### Work task
I need every line from the start of the material below up to and including the line containing "padding:1px 4px; background:#f4f8f7;", restated exactly, with the pictures omitted.

### Study material
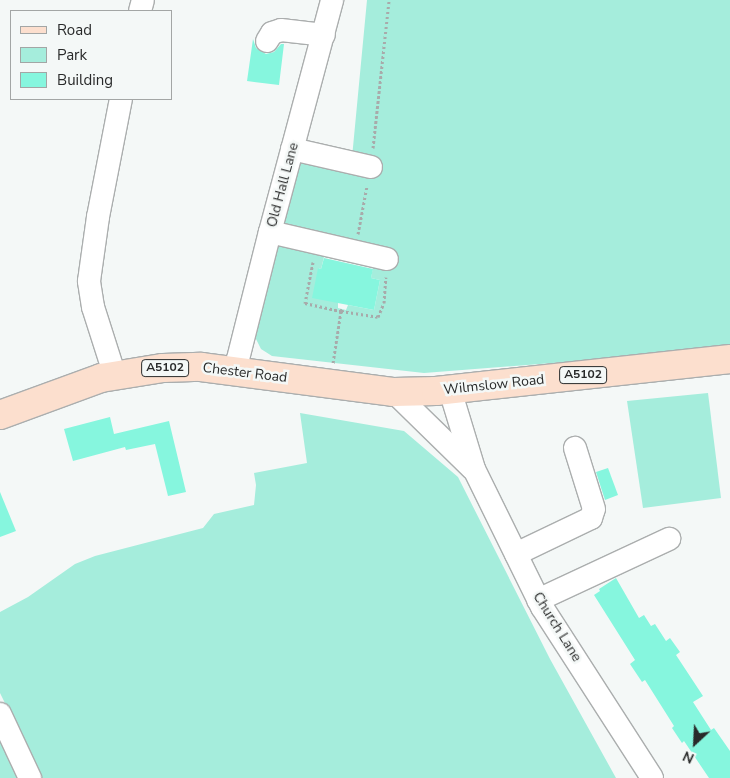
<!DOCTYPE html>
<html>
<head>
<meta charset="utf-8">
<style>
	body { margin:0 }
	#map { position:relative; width:730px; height:778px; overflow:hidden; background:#f4f8f7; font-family:"Nunito Sans",sans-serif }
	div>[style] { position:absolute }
	.green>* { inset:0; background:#a5eddc }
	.building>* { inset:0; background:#86f6de }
	.path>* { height:3px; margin-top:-1.5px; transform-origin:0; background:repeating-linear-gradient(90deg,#a8aaaa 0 2.5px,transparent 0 5px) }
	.roads { filter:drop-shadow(1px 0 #abaeae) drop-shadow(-1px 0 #abaeae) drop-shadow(0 1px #abaeae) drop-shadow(0 -1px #abaeae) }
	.minor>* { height:22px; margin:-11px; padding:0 11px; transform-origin:11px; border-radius:11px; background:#fff }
	.major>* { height:28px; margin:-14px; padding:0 14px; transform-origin:14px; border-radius:14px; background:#fcdfce }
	span { translate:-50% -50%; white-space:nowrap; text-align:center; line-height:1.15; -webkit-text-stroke:5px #f4f8f7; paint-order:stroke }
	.shield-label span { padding:1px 4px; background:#f4f8f7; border:1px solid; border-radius:4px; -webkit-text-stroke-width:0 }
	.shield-label { font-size:12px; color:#292a2a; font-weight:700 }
	.street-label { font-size:14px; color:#292a2a }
	.legend { position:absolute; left:10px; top:10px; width:162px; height:90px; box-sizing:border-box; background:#f4f8f7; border:1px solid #a3a6a5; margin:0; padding:6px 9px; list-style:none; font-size:15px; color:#292a2a }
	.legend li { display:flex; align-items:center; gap:10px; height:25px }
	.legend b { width:25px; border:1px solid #a3a6a5 }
	.north { position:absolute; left:670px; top:718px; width:50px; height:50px; -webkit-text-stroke:4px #f4f8f7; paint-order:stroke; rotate:205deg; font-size:14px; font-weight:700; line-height:20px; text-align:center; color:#292a2a }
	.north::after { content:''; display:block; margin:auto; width:18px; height:22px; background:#292a2a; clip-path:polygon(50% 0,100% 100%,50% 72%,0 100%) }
</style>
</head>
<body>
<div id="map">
	<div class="green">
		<div style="clip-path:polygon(evenodd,367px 0,730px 0,730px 349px,424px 373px,272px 356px,261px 349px,254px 335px,299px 157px,351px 168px,367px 0,331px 254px,374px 262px,371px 278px,380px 280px,374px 310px,348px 305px,346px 310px,338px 308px,338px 303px,318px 268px,321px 269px,324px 257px,330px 258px,331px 254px)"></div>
		<div style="clip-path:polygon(708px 393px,721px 498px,643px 508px,627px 401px)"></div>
		<div style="clip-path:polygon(300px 413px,404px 431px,458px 477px,550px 659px,616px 778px,42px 778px,0 693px,0 612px,28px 597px,75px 564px,95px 556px,203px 528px,214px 514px,254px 505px,256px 485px,254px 473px,307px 463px)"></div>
		<div style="clip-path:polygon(0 738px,20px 778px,0 778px)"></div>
	</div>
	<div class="building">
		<div style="clip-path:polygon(253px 39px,256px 48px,266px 54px,274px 52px,281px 44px,284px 44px,279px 85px,247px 81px)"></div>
		<div style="clip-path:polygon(324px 258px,373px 269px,371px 278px,380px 280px,374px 310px,312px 298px,318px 268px,321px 269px)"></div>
		<div style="clip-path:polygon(110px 417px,114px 434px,169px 421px,186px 492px,168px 496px,155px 444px,126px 450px,125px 447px,73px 461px,64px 429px)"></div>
		<div style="clip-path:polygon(608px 468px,618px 495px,605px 500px,596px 472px)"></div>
		<div style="clip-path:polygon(0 492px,16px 531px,0 537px)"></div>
		<div style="clip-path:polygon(616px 578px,639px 618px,644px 615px,651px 626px,655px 624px,666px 641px,670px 638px,680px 652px,676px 655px,703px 696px,693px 702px,711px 730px,714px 728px,730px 751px,730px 778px,709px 778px,684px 741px,682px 743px,672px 728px,674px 726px,645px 680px,642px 682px,630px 664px,635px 660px,594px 595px,600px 591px,599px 589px)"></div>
	</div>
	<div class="path">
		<div style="left:373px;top:148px;width:149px;rotate:-83.8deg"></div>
		<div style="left:358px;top:234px;width:49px;rotate:-79.4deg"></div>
		<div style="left:313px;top:262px;width:42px;rotate:101deg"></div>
		<div style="left:305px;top:303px;width:37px;rotate:13deg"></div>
		<div style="left:341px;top:311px;width:53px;rotate:98.7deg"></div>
		<div style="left:342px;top:309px;width:2px;rotate:117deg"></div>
		<div style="left:341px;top:311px;width:37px;rotate:9deg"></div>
		<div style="left:378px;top:317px;width:15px;rotate:-67deg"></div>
		<div style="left:384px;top:303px;width:26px;rotate:-86deg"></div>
	</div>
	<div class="roads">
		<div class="minor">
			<div style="left:140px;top:11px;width:11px;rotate:-75deg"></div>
			<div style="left:267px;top:41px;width:9px;rotate:-58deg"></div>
			<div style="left:272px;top:33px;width:9px;rotate:-18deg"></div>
			<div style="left:281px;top:30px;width:43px;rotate:6.6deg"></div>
			<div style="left:292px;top:149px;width:81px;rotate:12.8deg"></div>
			<div style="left:270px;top:232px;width:120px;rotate:13deg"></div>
			<div style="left:239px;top:371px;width:12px;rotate:-95deg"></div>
			<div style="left:238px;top:359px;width:131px;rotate:-75.9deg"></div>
			<div style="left:270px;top:232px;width:240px;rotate:-75deg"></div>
			<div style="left:115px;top:376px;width:72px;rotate:-107.7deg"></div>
			<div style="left:93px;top:307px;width:26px;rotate:-99deg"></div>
			<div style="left:89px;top:281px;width:65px;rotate:-82deg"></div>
			<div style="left:98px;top:217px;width:120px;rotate:-79deg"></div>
			<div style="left:450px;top:390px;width:83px;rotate:73.1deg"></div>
			<div style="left:474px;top:469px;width:154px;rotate:63.8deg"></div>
			<div style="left:542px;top:607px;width:203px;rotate:57.2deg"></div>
			<div style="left:394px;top:392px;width:110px;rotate:44.3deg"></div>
			<div style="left:516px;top:554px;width:83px;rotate:-25.6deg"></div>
			<div style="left:591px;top:518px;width:9px;rotate:-72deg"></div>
			<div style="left:594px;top:509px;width:64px;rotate:-107.3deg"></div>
			<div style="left:538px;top:600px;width:145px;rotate:-25deg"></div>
			<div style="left:0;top:714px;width:71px;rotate:64.9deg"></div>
		</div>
		<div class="major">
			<div style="left:0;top:415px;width:108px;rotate:-20.1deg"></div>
			<div style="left:101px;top:378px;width:63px;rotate:-9.2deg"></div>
			<div style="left:163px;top:368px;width:38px;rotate:-2deg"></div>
			<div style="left:201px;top:367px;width:195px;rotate:7.4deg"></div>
			<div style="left:394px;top:392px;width:42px;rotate:-1.4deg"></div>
			<div style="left:436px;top:391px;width:296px;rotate:-6.2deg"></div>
		</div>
	</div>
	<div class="shield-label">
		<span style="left:165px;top:368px">A5102</span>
		<span style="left:583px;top:375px">A5102</span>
	</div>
	<div class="street-label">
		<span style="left:283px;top:185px;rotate:-75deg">Old Hall Lane</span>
		<span style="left:245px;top:373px;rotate:7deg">Chester Road</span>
		<span style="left:494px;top:385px;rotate:-6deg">Wilmslow Road</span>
		<span style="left:557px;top:627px;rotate:58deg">Church Lane</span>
	</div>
	<ul class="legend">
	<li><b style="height:6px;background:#fcdfce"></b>Road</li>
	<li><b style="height:14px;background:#a5eddc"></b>Park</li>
	<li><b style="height:14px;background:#86f6de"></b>Building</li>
	</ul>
	<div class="north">N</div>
</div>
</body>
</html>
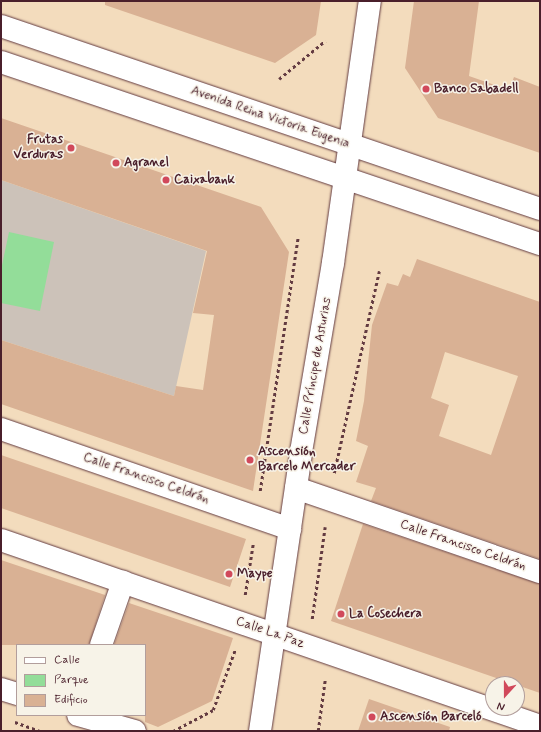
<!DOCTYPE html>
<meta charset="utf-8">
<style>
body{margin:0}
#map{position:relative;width:541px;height:732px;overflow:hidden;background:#f3dcbd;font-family:Mynerve,sans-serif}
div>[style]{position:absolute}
.industrial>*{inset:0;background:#ccc2b9}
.green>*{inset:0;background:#93dd99}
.building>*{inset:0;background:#d9b194}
.path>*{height:2.5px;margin-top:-1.25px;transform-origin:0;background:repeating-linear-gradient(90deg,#633b41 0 3px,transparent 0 6px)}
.roads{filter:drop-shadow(0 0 1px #633b41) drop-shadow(0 0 1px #633b41)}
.pedestrian>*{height:22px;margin:-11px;padding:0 11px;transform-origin:11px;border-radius:11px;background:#fff}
.minor>*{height:22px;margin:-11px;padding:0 11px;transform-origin:11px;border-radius:11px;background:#fff}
.secondary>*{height:22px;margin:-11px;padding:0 11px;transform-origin:11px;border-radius:11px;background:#fff}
.dots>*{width:11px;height:11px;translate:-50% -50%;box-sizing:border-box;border:2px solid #f7f3e8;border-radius:50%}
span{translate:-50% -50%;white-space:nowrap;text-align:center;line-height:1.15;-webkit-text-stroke:3px #f7f3e8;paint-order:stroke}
.poi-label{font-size:13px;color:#4a1f2b;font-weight:700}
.left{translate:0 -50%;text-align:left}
.right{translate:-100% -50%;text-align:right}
.street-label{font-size:13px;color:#4a1f2b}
.frame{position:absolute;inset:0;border:2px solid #4a1f2b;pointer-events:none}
.legend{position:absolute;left:16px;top:644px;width:130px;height:72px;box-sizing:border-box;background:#f7f3e8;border:1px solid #b29e9c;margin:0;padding:5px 7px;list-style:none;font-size:12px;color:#4a1f2b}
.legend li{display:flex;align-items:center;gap:8px;height:20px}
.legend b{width:20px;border:1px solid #b29e9c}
.north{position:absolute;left:485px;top:676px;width:40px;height:40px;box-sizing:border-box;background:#f7f3e8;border:1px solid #b29e9c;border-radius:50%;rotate:201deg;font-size:11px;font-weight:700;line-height:16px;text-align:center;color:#4a1f2b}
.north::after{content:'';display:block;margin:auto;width:14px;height:18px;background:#d1495b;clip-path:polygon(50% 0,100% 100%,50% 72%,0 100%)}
</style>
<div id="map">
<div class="industrial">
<i style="clip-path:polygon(1px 180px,206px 251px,174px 396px,1px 340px)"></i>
</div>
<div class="green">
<i style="clip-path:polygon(9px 232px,54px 242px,40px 311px,1px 303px,1px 270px)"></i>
</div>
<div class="building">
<i style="clip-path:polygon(105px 1px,321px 1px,316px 35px,275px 63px,105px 5px)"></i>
<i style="clip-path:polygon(414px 1px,479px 1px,469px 76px,509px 90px,514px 77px,540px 87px,540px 153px,438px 118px,405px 68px)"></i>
<i style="clip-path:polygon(1px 118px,261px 207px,289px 252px,253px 491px,1px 404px,1px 340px,174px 396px,176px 386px,203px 390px,214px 315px,193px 313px,207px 251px,1px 180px)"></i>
<i style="clip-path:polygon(evenodd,417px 259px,540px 302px,540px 559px,371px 501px,376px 488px,356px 482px,368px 446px,356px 441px,364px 401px,372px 325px,387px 283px,398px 286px,403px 274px,410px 277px,417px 259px,445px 352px,518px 376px,491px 455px,439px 436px,449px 405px,431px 398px,445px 352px)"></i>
<i style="clip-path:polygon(1px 455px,246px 539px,230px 587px,1px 508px)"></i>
<i style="clip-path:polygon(363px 524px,540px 584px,540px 693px,331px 621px)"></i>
<i style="clip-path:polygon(1px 560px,105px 595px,89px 645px,1px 645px)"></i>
<i style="clip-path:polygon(129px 603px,233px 638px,212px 701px,158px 727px,145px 722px,145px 645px,114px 645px)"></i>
<i style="clip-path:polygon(369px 699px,450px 727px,449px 731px,358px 731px)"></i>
</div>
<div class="path">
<i style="left:279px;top:79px;width:60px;rotate:-39.6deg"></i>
<i style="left:334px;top:473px;width:207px;rotate:-77.4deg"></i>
<i style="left:260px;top:491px;width:258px;rotate:-81.5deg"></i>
<i style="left:245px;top:595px;width:52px;rotate:-81.1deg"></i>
<i style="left:312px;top:619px;width:93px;rotate:-82deg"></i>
<i style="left:15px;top:722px;width:27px;rotate:20deg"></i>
<i style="left:173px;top:731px;width:45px;rotate:-27.7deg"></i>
<i style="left:213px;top:710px;width:64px;rotate:-69.9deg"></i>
<i style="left:318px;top:731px;width:51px;rotate:-82.2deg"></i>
</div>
<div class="roads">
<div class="pedestrian">
<i style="left:101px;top:645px;width:67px;rotate:-70.8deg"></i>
</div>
<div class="minor">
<i style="left:1px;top:429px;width:306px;rotate:19.1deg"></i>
<i style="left:296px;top:488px;width:258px;rotate:19deg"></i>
<i style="left:1px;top:540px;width:570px;rotate:19.04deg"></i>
<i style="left:1px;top:689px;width:17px;rotate:17deg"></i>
<i style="left:78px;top:715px;width:59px;rotate:15.7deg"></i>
<i style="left:260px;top:731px;width:282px;rotate:-81.6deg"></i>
<i style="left:301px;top:452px;width:192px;rotate:-80.4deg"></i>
<i style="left:333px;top:263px;width:265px;rotate:-82deg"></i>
</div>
<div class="secondary">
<i style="left:1px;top:26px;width:569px;rotate:18.75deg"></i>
<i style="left:1px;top:62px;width:569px;rotate:18.66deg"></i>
</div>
</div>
<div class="dots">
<i style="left:426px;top:89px;background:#d1495b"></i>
<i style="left:71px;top:148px;background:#d1495b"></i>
<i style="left:116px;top:163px;background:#d1495b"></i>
<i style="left:166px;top:180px;background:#d1495b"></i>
<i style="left:250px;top:460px;background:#d1495b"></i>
<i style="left:229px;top:574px;background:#d1495b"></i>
<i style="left:341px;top:614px;background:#d1495b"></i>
<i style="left:372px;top:717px;background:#d1495b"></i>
</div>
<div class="poi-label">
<span class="left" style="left:434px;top:89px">Banco Sabadell</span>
<span class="right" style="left:63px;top:148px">Frutas<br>Verduras</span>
<span class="left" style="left:124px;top:163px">Agranel</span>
<span class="left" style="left:174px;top:180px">Caixabank</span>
<span class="left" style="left:258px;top:460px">Ascensión<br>Barcelo Mercader</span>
<span class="left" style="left:237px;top:574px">Maype</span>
<span class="left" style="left:349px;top:614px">La Cosechera</span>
<span class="left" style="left:380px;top:717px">Ascensión Barceló</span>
</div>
<div class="street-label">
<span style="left:270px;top:118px;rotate:19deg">Avenida Reina Victoria Eugenia</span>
<span style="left:316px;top:366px;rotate:-80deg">Calle Príncipe de Asturias</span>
<span style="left:146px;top:479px;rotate:19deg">Calle Francisco Celdrán</span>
<span style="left:463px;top:546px;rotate:19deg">Calle Francisco Celdrán</span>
<span style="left:270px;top:633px;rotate:19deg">Calle La Paz</span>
</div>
<div class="frame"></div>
<ul class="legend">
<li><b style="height:5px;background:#fff"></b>Calle</li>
<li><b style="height:11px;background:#93dd99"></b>Parque</li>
<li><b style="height:11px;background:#d9b194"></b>Edificio</li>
</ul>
<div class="north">N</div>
</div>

### Solution for this exercise
<!DOCTYPE html>
<html>
<head>
<meta charset="utf-8">
<style>
	body { margin:0 }
	#map { position:relative; width:730px; height:778px; overflow:hidden; background:#f4f8f7; font-family:"Nunito Sans",sans-serif }
	div>[style] { position:absolute }
	.green>* { inset:0; background:#a5eddc }
	.building>* { inset:0; background:#86f6de }
	.path>* { height:3px; margin-top:-1.5px; transform-origin:0; background:repeating-linear-gradient(90deg,#a8aaaa 0 2.5px,transparent 0 5px) }
	.roads { filter:drop-shadow(1px 0 #abaeae) drop-shadow(-1px 0 #abaeae) drop-shadow(0 1px #abaeae) drop-shadow(0 -1px #abaeae) }
	.minor>* { height:22px; margin:-11px; padding:0 11px; transform-origin:11px; border-radius:11px; background:#fff }
	.major>* { height:28px; margin:-14px; padding:0 14px; transform-origin:14px; border-radius:14px; background:#fcdfce }
	span { translate:-50% -50%; white-space:nowrap; text-align:center; line-height:1.15; -webkit-text-stroke:5px #f4f8f7; paint-order:stroke }
	.shield-label span { padding:1px 4px; background:#f4f8f7; border:1px solid; border-radius:4px; -webkit-text-stroke-width:0 }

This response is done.